This is an important classification of computer architectures proposed in the 1960s. It is important to match the appropriate computation model to the problem being solved. The two main classifications are shown below, although many languages allow the programmer to mix these classifications and Mesham is no different.
Single Program Multiple Data
In SPMD, each process executes the same program with its own data. The benefit of SPMD is that only one set of code need be written for all processors, although this can be bloated and lacks support for optimising specific parts for specific architectures.
Multiple Program Multiple Data
In MPMD each process executes its own program and its own data. The benefit of MPMD is that it is possible to tailor the code to run efficiently on each processor and also keeps the code each processor will execute relatively small, however writing code for each processor in a large system is not practical.
The Design of Parallelism
In designing how your parallel program will exploit the advantages of parallelism there are two main ways in which the parallel aspects can be designed. The actual problem type depends on which form of parallelism is to be employed.

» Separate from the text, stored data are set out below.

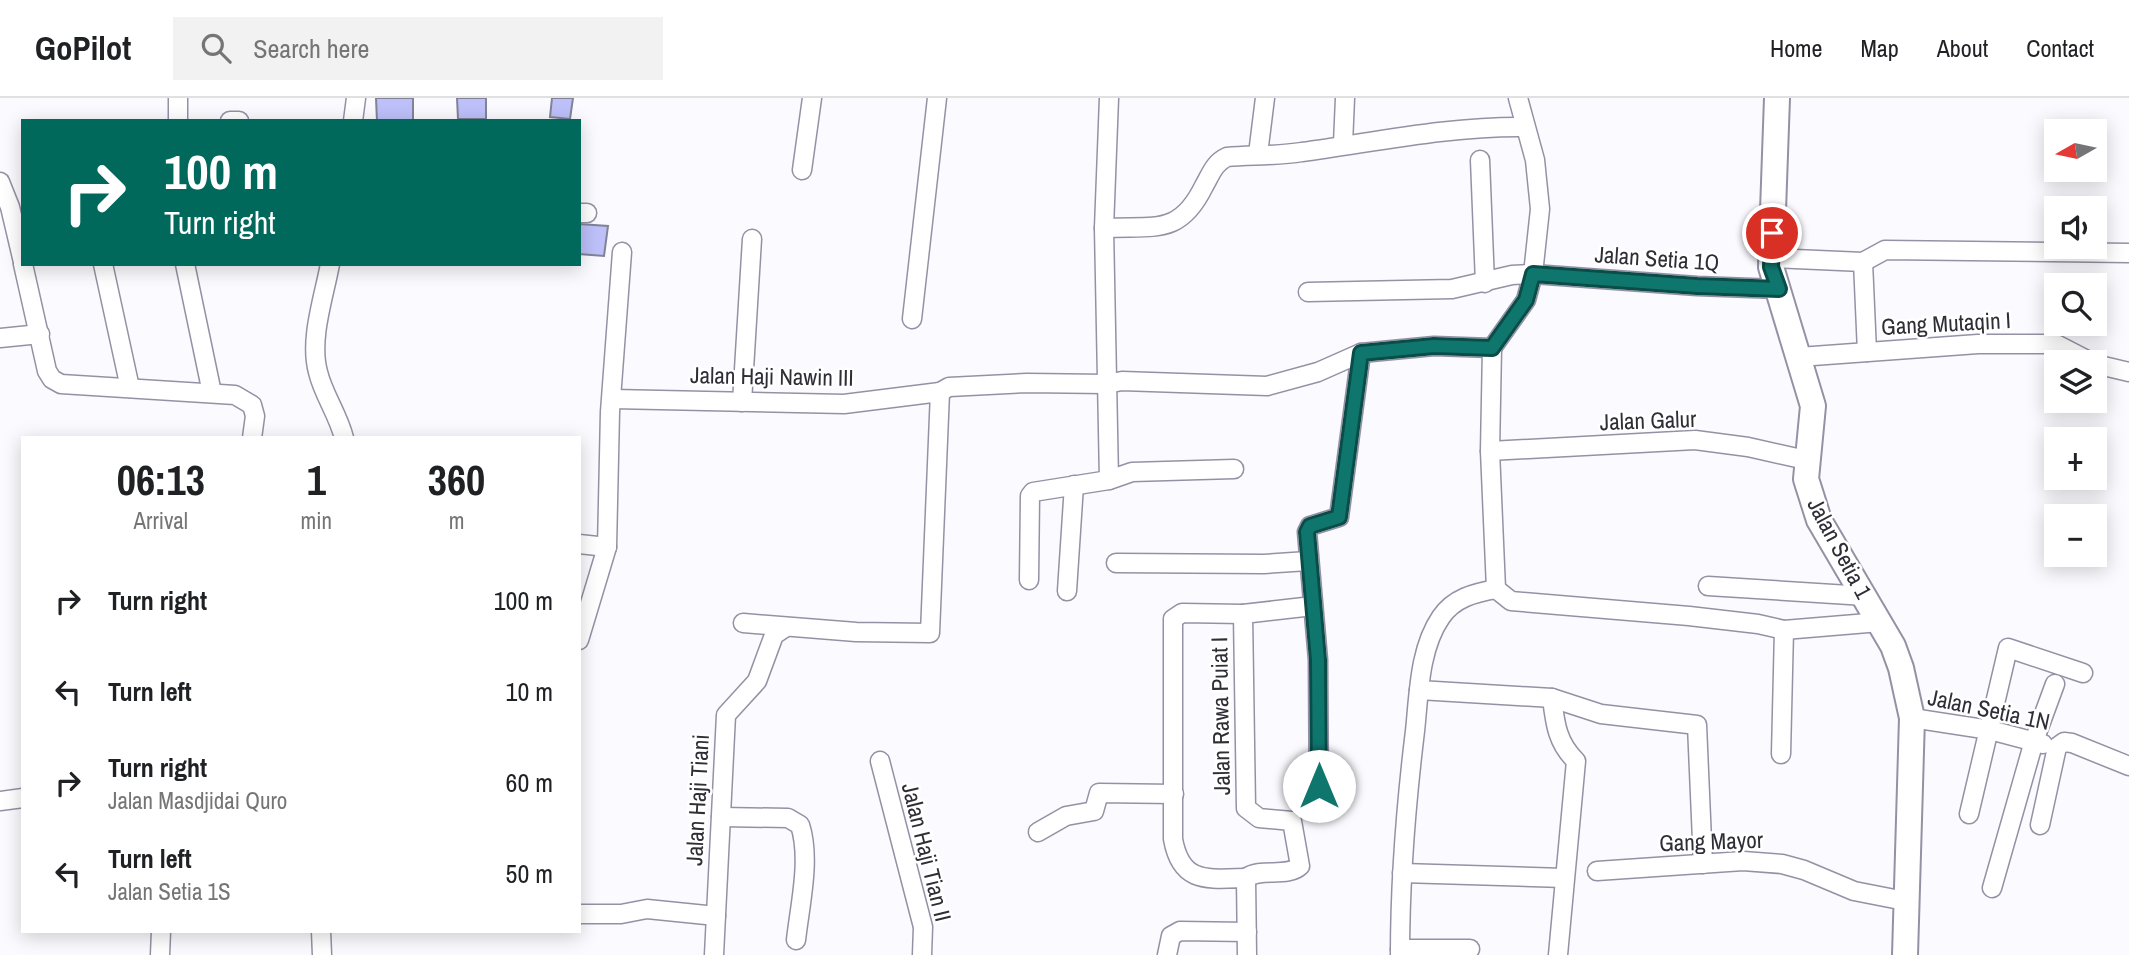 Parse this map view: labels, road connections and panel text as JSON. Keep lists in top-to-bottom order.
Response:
{
  "streets": {
    "street": [
      "Jalan Setia 1Q",
      "Gang Mutaqin I",
      "Jalan Haji Nawin III",
      "Jalan Galur",
      "Jalan Setia 1",
      "Jalan Setia 1N",
      "Jalan Rawa Puiat I",
      "Jalan Haji Tiani",
      "Gang Mayor",
      "Jalan Haji Tian II"
    ]
  },
  "crossings": [
    ["Jalan Setia 1Q", "Jalan Setia 1"],
    ["Gang Mutaqin I", "Jalan Setia 1"],
    ["Jalan Galur", "Jalan Setia 1"],
    ["Jalan Setia 1", "Jalan Setia 1N"],
    ["Jalan Setia 1", "Gang Mayor"]
  ],
  "north": "left",
  "page": {
    "header": "GoPilot",
    "search": "Search here",
    "nav": [
      "Home",
      "Map",
      "About",
      "Contact"
    ],
    "map_buttons": ["+", "−"],
    "turn": ["100 m", "Turn right"],
    "eta": [
      "06:13",
      "Arrival",
      "1",
      "min",
      "360",
      "m"
    ],
    "list": [
      {
        "name": "Turn right",
        "value": "100 m"
      },
      {
        "name": "Turn left",
        "value": "10 m"
      },
      {
        "name": "Turn right",
        "note": "Jalan Masdjidai Quro",
        "value": "60 m"
      },
      {
        "name": "Turn left",
        "note": "Jalan Setia 1S",
        "value": "50 m"
      }
    ]
  }
}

In data parallelism each processor will execute the same instructions, but work on different data sets. For instance, with matrix multiplication, one processor may work on one section of the matrices whilst other processors work on other sections, solving the problem parallelly. As a generalisation data parallelism, which often requires an intimate knowledge of the data and explicit parallel programming, usually results in better results.
In task parallelism the program is divided up into tasks, each of which is sent to a unique processor to solve at the same time. Commonly, task parallelism can be thought of when processors execute distinct threads, or processes, and at the time of writing it is the popular way in which operating systems will take advantage of multicore processors. Task parallelism is often easier to perform but less effective than data parallelism.

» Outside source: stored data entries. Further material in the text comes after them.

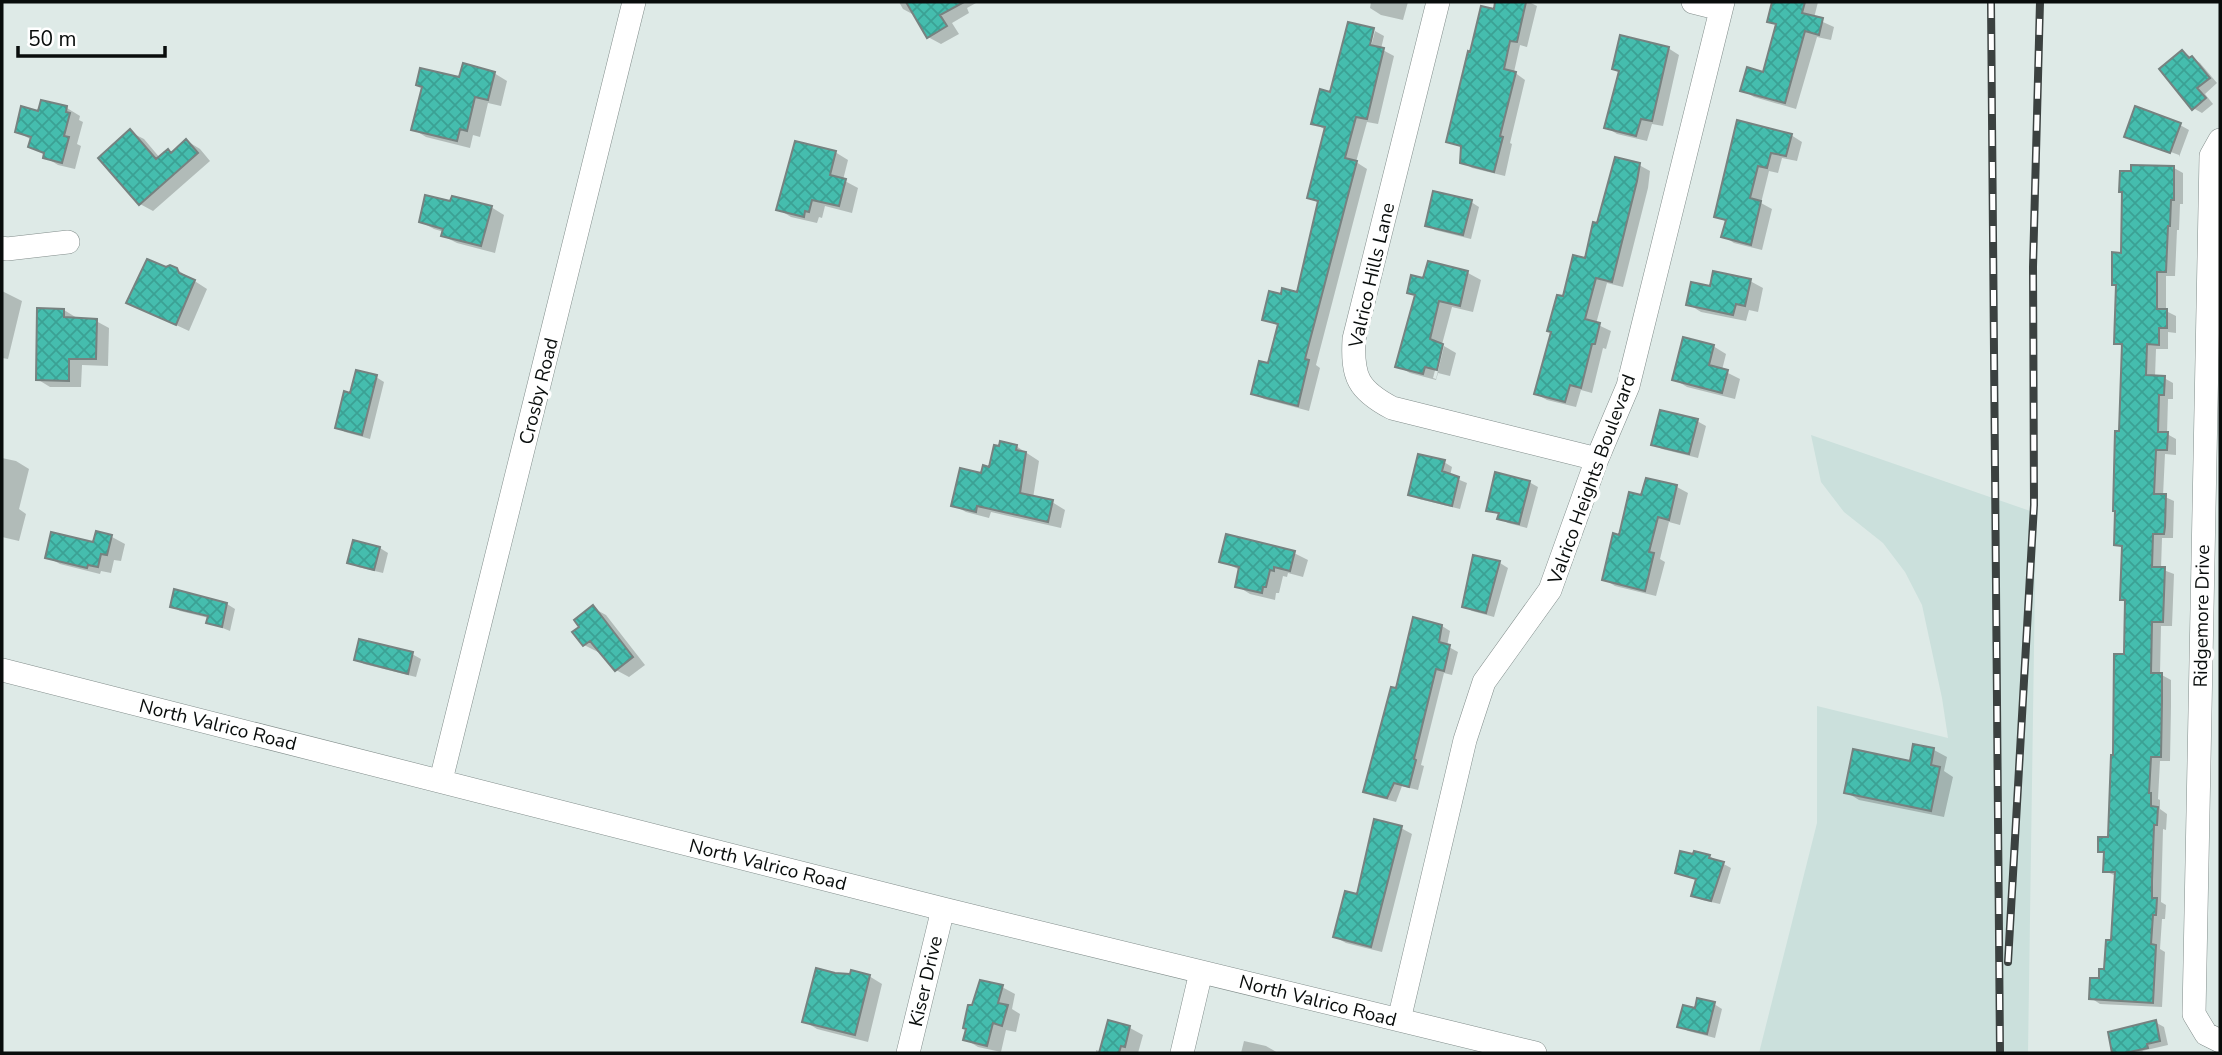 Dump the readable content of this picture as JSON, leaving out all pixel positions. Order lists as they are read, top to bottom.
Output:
{
  "streets": {
    "street": [
      "Valrico Hills Lane",
      "Crosby Road",
      "Valrico Heights Boulevard",
      "Ridgemore Drive",
      "North Valrico Road",
      "Kiser Drive"
    ]
  },
  "crossings": [
    ["Valrico Hills Lane", "Valrico Heights Boulevard"],
    ["Crosby Road", "North Valrico Road"],
    ["Valrico Heights Boulevard", "North Valrico Road"],
    ["North Valrico Road", "Kiser Drive"]
  ],
  "scale_bar": "50 m"
}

When considering both the advantages of and how to parallelise a problem, it is important to appreciate how the problem should be decomposed across multiple processors. There are two extremes of problem classification -embarrassingly parallel problems and tightly coupled problems.

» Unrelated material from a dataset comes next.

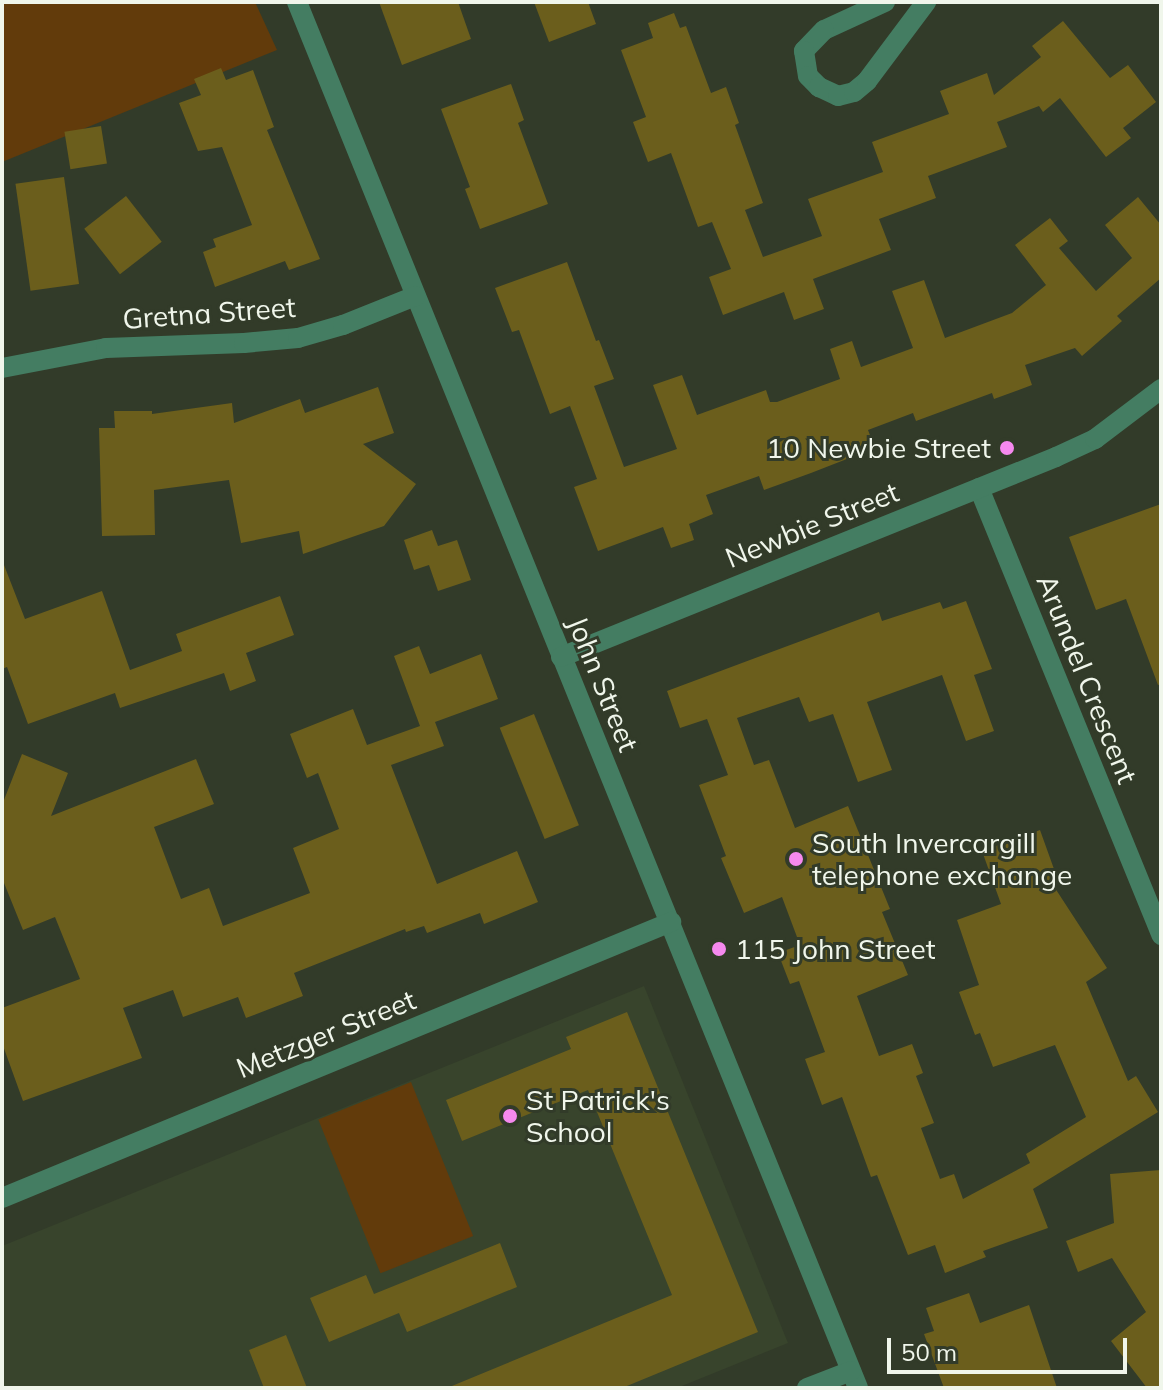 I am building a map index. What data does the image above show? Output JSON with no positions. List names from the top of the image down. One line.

Embarrassingly parallel problems are those which require very little or no work to separate them into a parallel form and often there will exist no dependenciess or communication between the processors. There are numerous examples of embarrassingly parallel problems, many of which exist in the graphics world which is the reason why the employment of many core GPUs has become a popular performance boosting choice.
Tightly Coupled Problems
The other extreme is that of tightly coupled problems, where it is very difficult to parallelise the problem and, if achieved, will result in many dependencies between processors. In reality most problems sit somewhere between these two extremes.
Law of Diminishing Returns
There is a common misconception that "throwing" processors at a problem will automatically increase performance regardless of the number of processors or the problem type. This is simply not true because compared with computation, communication is a very expensive operation. There is an optimum number of processors, after which the cost of communication outweighs the saving in computation made by adding an extra processor and the performance drops. The figure below illustrates a performance vs processors graph for a typical problem. As the number of processors are increased, firstly performance improves, however, after reaching an optimum point performance will then drop off. It is not uncommon in practice for the performance on far too many processors to be very much worse than it was on one single processor!
In theory a truly embarrassingly parallel problem (with no communication between processors) will not be subject to this rule, and it will be more and more apparent as the problem type approaches that of a tightly coupled problem. The problem type, although a major consideration, is not the only factor at play in shaping the performance curve - other issues include the types of processors, connection latency and workload of the parallel cluster will cause variations to this common bell curve.